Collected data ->
------------------------------------------------------------

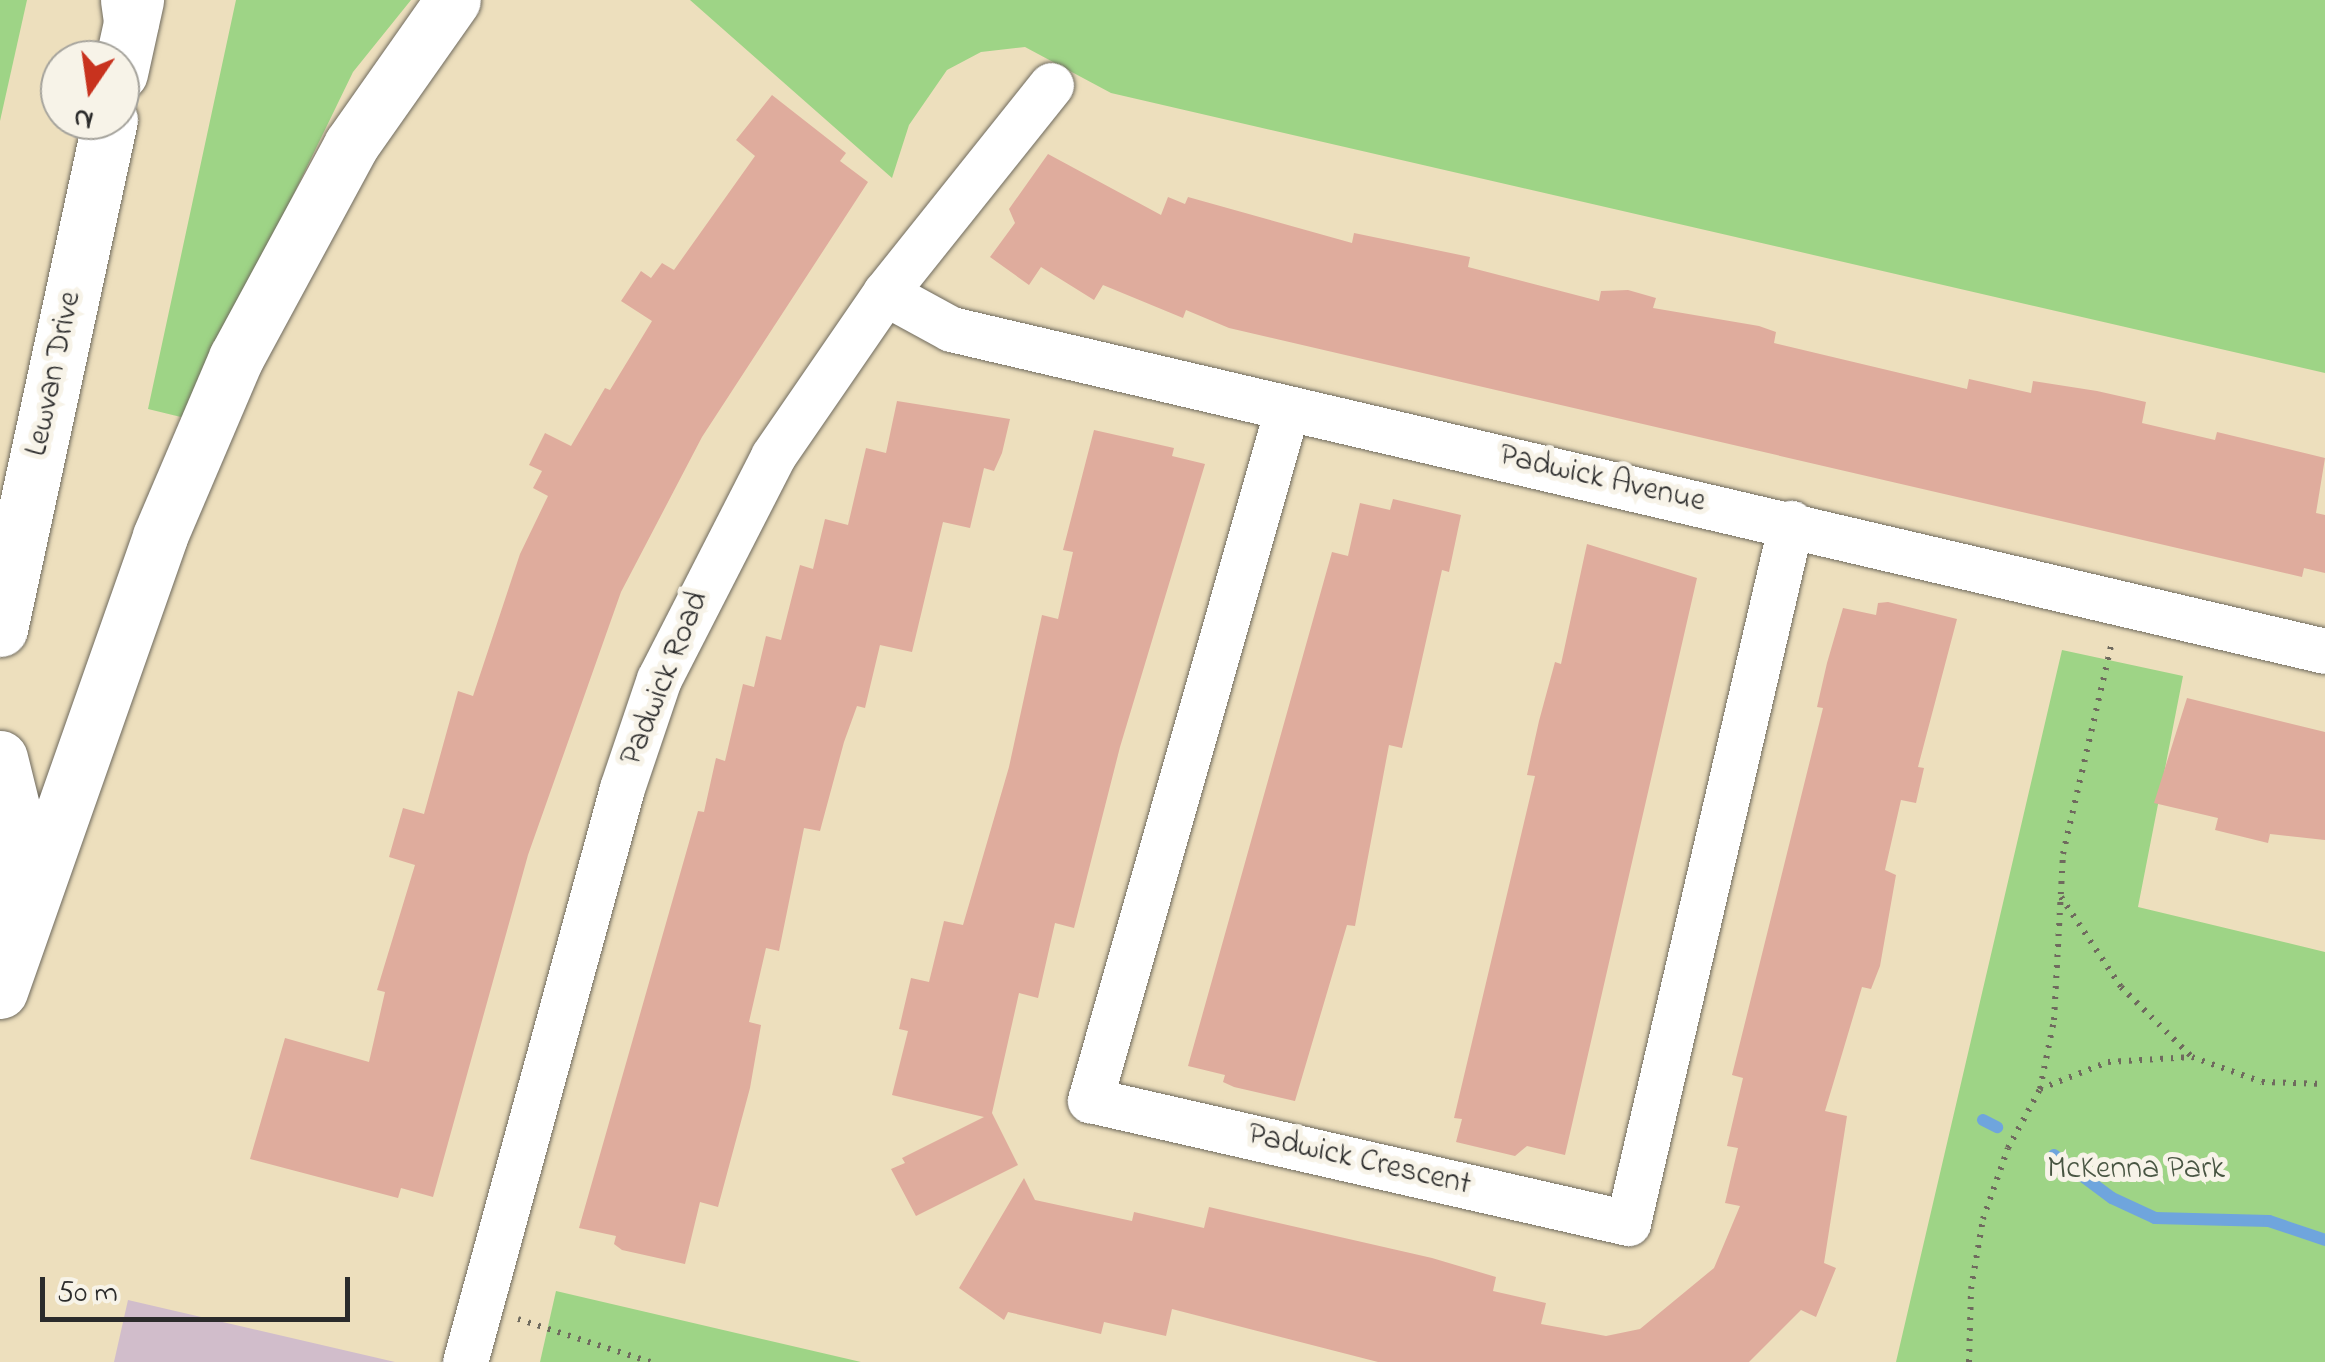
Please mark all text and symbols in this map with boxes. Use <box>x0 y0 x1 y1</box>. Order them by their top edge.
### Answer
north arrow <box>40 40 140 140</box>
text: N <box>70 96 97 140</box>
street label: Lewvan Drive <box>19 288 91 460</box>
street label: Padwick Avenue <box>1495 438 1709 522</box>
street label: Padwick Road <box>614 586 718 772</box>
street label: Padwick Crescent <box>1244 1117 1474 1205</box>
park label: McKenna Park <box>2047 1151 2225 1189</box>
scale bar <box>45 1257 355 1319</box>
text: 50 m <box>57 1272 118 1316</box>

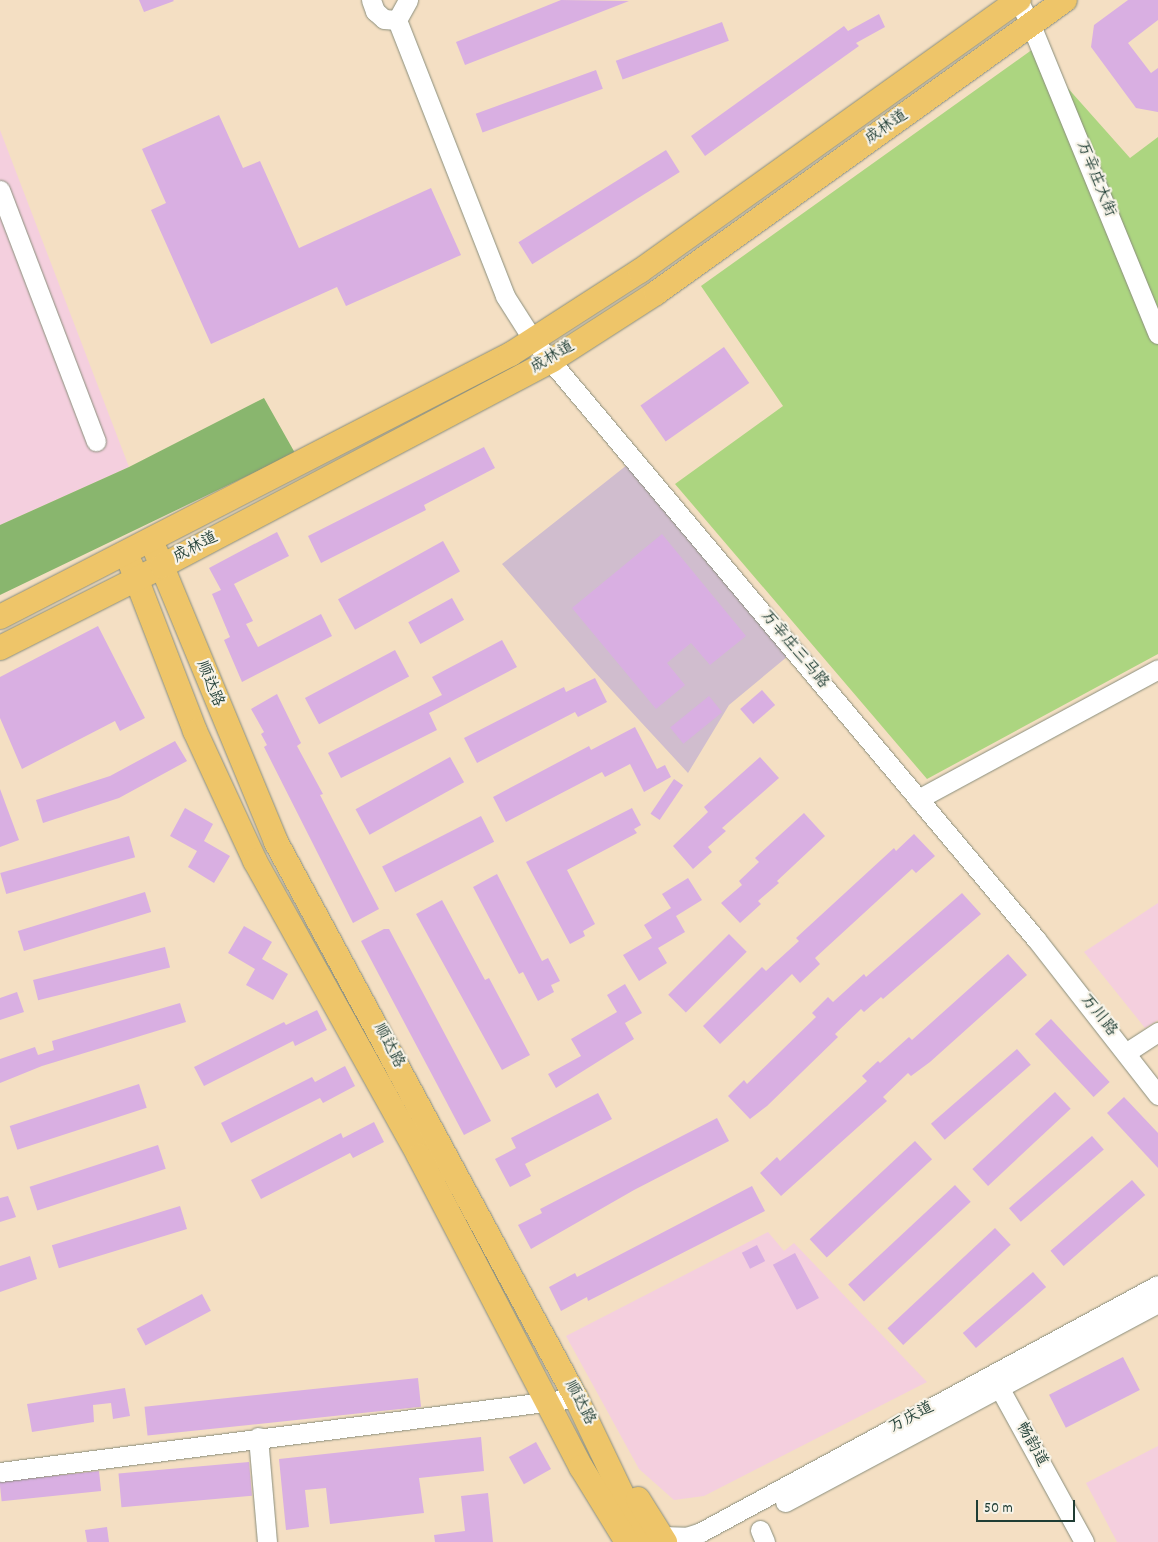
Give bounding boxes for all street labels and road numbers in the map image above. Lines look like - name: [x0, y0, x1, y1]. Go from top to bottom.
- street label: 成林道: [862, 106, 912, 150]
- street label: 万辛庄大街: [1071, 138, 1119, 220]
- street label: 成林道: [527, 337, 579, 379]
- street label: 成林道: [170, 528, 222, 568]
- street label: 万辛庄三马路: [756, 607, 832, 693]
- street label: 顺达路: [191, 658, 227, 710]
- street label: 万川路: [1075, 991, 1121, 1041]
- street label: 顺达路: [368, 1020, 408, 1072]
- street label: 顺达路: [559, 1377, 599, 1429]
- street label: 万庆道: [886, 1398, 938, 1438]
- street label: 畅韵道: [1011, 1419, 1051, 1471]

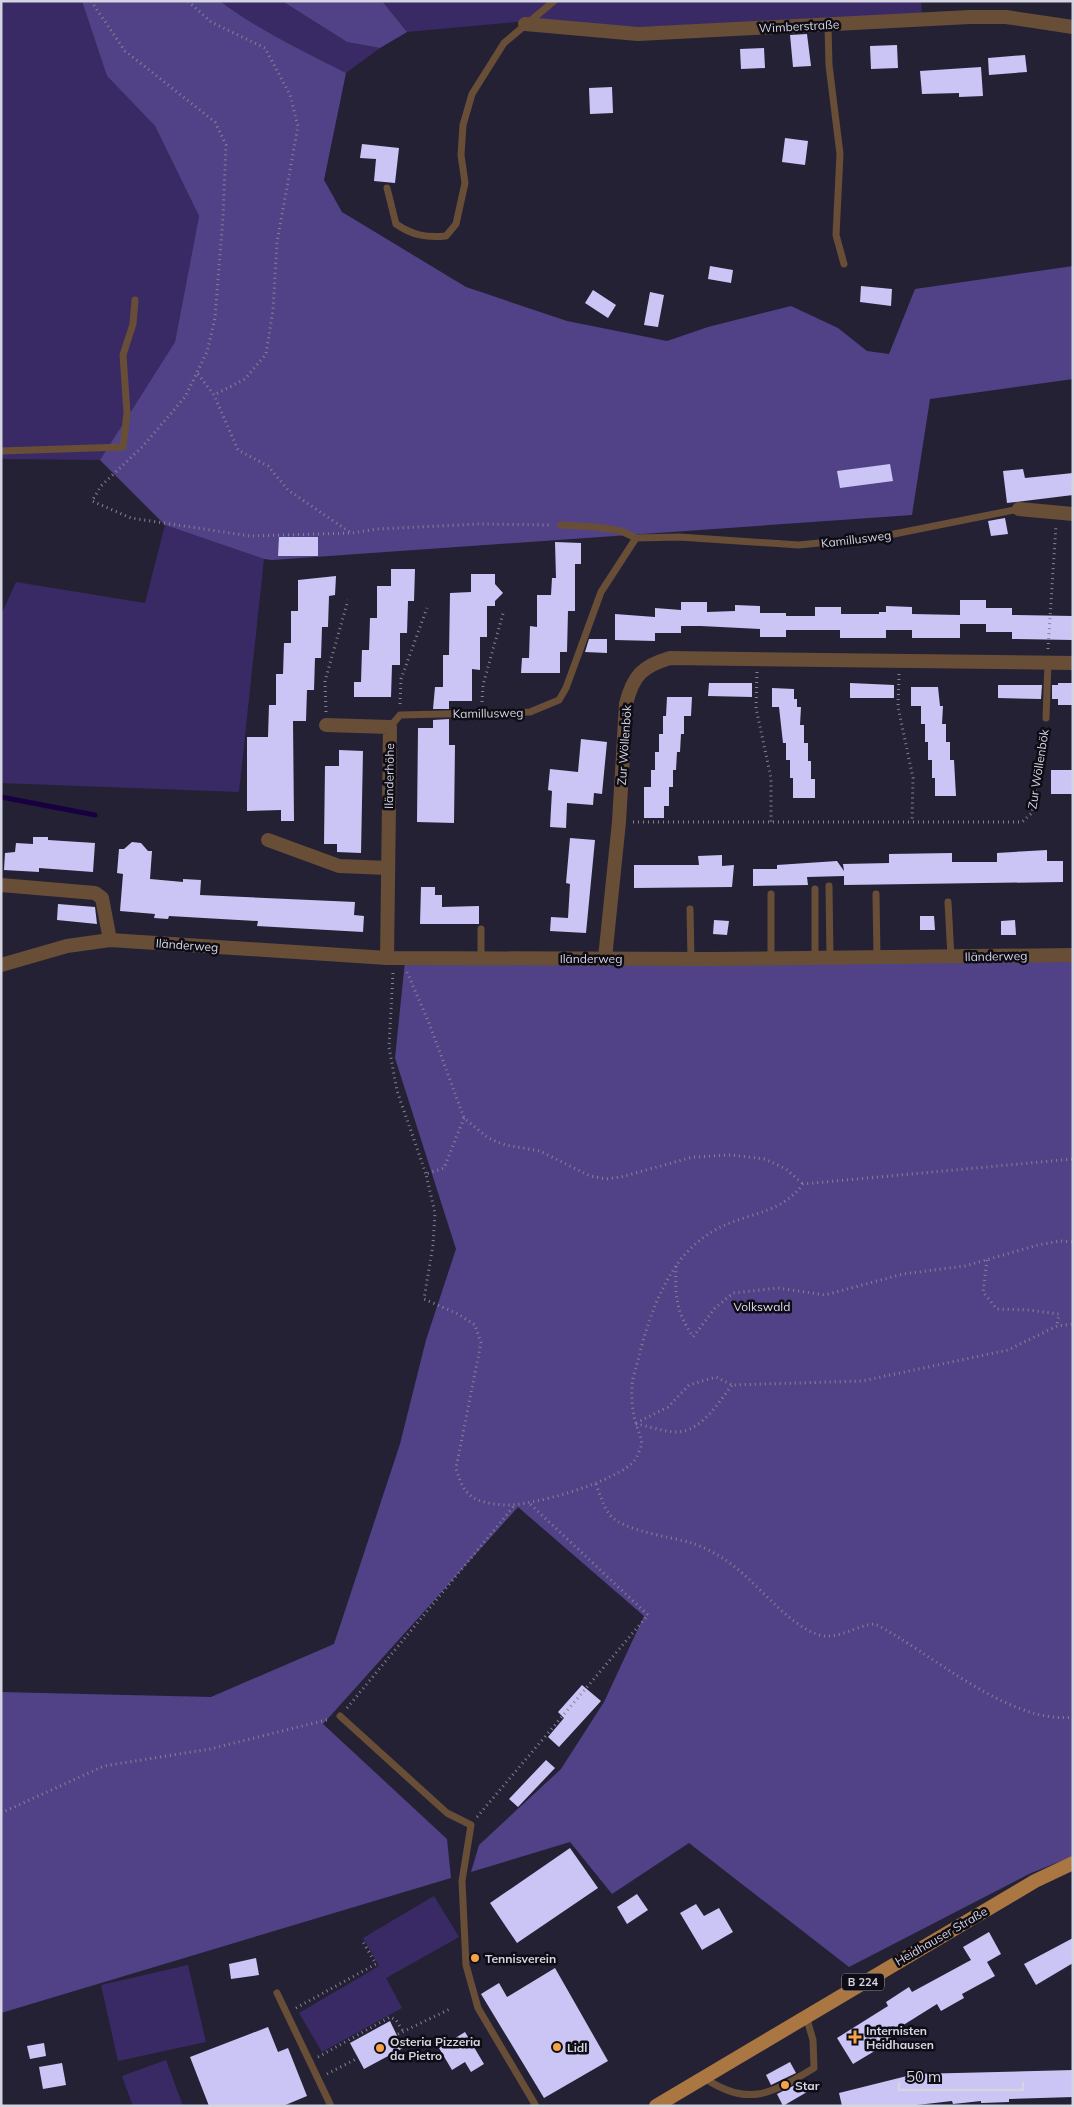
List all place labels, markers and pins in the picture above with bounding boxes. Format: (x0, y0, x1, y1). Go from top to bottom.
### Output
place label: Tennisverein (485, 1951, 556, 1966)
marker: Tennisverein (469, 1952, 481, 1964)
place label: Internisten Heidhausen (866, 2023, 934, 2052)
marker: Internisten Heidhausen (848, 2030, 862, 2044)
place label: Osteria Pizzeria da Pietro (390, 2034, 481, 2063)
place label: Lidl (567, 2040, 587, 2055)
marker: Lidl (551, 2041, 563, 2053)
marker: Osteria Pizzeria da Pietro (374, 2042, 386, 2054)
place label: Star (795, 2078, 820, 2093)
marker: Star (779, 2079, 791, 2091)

------------------------------------------------------------

Each line of the data that holds "with" should be reported.

Finished exercise ->
Please mark all text and symbols in this map with boxes. Use <box>x0 y0 x1 y1</box>. Order them by their top edge.
List all place labels, markers and pins in the picture above with bounding boxes. Format: (x0, y0, x1, y1). Go from top to bottom.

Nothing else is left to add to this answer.